At a very basic level, we know that a black hole arises from a star that's collapsed under its own gravity, and this produces a gravitational force that's strong enough to consume even light itself. What we don't know - and what theoretical physicists have been debating for the past four decades - is what happens to the information of an object when it's consumed?
While quantum mechanics states that information can never be destroyed, even in a black hole situation, general relativity says it has to be, and therein lies what's come to be known as the information paradox.
Back in the 1970s, Hawking got himself noticed when he proposed that the quantum fluctuations - a temporary change in the amount of energy in a point in space - that occur in a black hole could allow photons (light particles) to escape. "Originally he said that this radiation carried no information from inside the black hole," says Jacob Aron at New Scientist, "but in 2004 changed his mind and said it could be possible for information to get out."
In the mid-90s, American and Dutch physicists Leonard Susskind and Gerard 't Hooft addressed the information paradox by proposing that when something gets sucked into a black hole, its information leaves behind a kind of two-dimensional holographic imprint on the event horizon, which is a sort of 'bubble' that contains a black hole through which everything must pass. This means that while all the physical components of an object would be so totally obliterated by a black hole encounter, its blueprint lives on.

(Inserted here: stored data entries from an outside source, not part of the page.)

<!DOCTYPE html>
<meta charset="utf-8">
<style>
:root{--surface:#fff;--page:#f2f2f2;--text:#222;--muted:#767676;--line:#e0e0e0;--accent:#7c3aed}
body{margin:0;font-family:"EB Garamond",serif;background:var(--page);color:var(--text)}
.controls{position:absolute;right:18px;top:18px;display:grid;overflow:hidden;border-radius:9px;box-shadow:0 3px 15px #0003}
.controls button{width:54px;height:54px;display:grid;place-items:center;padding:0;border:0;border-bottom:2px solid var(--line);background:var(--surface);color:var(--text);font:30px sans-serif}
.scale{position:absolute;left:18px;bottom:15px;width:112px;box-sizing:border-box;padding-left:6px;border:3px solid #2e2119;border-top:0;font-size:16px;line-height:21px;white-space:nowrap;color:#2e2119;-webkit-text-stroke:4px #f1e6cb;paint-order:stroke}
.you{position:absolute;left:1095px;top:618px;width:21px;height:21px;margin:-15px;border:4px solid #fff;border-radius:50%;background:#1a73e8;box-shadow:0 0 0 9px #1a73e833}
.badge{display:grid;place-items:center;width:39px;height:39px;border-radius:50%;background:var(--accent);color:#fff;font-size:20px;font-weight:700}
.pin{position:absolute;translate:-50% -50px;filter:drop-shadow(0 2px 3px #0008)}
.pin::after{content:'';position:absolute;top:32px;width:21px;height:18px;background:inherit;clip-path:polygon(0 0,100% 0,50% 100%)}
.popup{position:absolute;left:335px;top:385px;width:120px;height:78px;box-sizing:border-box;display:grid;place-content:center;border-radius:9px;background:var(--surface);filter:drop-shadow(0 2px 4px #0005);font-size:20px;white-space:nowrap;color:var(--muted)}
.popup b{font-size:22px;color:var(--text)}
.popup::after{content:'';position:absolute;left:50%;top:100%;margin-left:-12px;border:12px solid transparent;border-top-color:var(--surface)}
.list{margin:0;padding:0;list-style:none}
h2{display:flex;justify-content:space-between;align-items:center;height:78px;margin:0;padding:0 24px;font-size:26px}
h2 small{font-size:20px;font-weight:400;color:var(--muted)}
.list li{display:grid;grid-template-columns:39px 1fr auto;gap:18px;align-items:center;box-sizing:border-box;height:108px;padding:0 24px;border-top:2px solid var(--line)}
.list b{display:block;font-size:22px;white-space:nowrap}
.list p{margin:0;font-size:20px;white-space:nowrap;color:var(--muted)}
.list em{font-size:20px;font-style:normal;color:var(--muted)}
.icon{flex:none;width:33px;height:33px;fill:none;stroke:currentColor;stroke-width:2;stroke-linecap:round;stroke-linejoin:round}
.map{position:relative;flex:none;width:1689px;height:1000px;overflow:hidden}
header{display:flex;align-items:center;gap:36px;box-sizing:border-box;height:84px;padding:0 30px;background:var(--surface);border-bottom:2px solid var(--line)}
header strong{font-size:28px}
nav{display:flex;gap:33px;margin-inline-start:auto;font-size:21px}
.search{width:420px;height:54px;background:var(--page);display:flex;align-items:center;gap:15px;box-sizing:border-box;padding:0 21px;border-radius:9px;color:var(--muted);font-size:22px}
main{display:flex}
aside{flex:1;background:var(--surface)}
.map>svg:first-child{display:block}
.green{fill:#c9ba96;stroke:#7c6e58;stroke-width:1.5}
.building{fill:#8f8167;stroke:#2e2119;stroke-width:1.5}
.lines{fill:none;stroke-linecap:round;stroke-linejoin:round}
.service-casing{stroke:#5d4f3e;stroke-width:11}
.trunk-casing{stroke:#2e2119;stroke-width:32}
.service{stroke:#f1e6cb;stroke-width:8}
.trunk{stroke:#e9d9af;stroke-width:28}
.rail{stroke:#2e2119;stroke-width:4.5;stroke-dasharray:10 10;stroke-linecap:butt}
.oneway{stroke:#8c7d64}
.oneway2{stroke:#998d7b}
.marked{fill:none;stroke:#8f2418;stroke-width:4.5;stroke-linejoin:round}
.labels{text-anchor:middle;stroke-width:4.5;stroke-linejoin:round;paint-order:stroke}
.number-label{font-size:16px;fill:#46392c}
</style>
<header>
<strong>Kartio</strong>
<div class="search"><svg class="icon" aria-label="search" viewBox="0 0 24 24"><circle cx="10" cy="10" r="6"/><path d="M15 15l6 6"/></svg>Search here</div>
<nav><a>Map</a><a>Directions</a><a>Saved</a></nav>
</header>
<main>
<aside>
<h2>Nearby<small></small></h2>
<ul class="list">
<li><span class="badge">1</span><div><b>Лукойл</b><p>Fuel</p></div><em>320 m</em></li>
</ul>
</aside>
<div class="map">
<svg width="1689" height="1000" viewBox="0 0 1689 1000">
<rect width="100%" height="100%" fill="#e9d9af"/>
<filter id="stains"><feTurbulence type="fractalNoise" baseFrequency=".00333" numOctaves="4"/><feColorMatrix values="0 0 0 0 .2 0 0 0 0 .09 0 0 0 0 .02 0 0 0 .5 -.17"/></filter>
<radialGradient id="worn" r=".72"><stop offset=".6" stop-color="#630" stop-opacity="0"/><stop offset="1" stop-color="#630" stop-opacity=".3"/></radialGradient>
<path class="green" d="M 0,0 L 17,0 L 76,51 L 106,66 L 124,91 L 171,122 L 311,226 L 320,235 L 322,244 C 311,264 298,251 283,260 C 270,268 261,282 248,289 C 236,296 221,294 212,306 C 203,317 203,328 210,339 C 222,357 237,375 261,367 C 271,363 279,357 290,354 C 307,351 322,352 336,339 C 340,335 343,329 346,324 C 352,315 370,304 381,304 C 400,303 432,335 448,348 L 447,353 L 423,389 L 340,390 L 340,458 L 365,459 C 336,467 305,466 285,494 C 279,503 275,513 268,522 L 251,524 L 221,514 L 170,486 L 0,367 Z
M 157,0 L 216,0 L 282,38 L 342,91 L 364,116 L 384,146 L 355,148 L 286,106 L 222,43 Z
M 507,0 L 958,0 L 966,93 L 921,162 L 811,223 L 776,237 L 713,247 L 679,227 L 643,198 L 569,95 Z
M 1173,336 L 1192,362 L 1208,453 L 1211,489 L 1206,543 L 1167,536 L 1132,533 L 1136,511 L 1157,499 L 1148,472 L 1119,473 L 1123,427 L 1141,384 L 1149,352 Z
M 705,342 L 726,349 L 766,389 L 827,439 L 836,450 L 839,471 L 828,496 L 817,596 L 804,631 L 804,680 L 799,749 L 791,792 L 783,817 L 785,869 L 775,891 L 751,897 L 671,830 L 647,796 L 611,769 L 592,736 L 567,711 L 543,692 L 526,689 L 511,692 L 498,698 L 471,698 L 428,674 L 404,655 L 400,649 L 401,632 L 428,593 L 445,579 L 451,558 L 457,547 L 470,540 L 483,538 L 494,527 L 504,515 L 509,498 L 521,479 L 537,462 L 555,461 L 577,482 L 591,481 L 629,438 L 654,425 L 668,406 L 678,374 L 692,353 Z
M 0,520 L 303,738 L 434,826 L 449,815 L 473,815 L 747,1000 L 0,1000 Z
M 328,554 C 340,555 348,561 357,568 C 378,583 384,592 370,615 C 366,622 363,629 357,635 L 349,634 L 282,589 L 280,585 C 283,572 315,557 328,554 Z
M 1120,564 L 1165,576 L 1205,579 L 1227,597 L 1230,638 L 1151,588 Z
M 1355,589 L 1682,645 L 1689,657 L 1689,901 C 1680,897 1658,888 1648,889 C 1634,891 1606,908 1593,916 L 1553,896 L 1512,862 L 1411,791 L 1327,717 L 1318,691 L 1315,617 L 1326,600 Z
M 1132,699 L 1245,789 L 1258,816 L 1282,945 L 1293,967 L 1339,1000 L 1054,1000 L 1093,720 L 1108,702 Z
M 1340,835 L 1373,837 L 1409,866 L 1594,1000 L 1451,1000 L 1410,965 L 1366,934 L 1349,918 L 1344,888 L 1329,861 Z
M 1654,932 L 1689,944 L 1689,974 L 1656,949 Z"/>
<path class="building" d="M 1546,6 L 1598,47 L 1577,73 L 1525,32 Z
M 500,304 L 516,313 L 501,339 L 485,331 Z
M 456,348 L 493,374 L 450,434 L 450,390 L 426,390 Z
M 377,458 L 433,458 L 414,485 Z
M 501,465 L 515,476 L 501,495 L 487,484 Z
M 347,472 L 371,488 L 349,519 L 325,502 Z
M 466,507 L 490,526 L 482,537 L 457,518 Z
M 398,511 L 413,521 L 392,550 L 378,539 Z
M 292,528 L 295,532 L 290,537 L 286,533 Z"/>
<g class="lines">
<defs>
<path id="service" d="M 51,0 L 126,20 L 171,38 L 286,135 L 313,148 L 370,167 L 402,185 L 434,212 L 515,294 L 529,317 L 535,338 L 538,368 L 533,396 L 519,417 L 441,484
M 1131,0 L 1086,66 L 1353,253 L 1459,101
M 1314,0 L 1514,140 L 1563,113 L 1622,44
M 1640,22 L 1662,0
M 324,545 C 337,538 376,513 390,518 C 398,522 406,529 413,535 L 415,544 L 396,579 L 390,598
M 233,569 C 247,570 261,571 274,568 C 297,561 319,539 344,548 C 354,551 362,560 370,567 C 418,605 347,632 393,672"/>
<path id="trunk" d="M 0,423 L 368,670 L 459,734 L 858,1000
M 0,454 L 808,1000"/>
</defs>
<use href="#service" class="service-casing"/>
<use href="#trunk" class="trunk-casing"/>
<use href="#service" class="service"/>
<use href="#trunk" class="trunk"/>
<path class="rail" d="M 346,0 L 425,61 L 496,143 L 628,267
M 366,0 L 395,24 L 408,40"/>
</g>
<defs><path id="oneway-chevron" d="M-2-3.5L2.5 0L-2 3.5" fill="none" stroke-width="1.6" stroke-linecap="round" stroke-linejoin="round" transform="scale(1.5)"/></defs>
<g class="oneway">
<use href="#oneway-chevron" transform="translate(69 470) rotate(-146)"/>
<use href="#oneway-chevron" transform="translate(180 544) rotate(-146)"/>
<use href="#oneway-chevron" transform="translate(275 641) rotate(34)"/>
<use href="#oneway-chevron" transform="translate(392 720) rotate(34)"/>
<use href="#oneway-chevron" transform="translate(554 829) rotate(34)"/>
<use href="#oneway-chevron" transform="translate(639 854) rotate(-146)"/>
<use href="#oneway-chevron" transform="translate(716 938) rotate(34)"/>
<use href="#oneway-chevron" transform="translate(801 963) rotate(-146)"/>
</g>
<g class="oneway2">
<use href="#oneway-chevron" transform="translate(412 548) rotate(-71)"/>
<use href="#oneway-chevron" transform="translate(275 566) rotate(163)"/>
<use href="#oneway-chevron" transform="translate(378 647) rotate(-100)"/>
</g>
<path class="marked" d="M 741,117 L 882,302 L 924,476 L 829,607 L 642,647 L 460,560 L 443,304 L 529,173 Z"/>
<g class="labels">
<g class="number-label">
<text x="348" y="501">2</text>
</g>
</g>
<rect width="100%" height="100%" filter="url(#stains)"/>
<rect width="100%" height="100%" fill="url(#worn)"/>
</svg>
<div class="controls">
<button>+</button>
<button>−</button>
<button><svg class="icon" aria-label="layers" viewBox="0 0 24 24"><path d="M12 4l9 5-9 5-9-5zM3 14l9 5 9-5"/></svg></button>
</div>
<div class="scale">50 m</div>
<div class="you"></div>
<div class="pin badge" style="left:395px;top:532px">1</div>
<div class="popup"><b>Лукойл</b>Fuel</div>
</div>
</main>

To help wrap your brain around that, think about a stack of documents going through a shredder, says Joseph Stromberg at The Verge. You can shred the paper into the tiniest imaginable pieces, but the information on them remains, and can be restored. "It's been cut into tiny pieces, but it hasn't disappeared, and given enough time, the documents could be reassembled so that you'd know what was written on them originally. In essence, the same thing was thought to be true with particles."
What Hawking is now proposing is that when photons are ejected by the black hole - a phenomenon known as Hawking radiation - they pick up the information blueprint sitting on the event horizon and carry it with them back into the universe. Not that anything could be done with this blueprint - or two-dimensional hologram - though, Hawking said at the conference: "The information about ingoing particles is returned, but in a chaotic and useless form. This resolves the information paradox. For all practical purposes, the information is lost."
What's unclear, and what will perhaps be discussed at the conference later on this week, is how Hawking's theory differs from what SussKind and 't Hooft have already proposed, but perhaps what Hawking has done is resolve some of the sticking points of the theory's earlier iteration. Rachel Feltman writes for The Washington Post:
"Nobel laureate Gerard 't Hooft, who was present for the discussion, has been thinking about information loss in a similar way, and he cited several papers he has published on the subject. It will take more discussion - and much comparing of math equations - to establish what's new about Hawking's theories in relation to 't Hooft's, and whether Hawking has overcome some of the issues associated with earlier iterations of the idea."
What can we take away from all of this? Well, perhaps black holes aren't the quagmires of complete and utter destruction that we like to describe them as, and Hawking says we should take some comfort in that fact. "If you feel you are in a black hole, don't give up," he said at the conference. "There's a way out."
Just don't think about that last point too hard because in this context, the thought of becoming a "chaotic and useless form" isn't exactly the motivational pat on the back we're looking for in our darkest moments.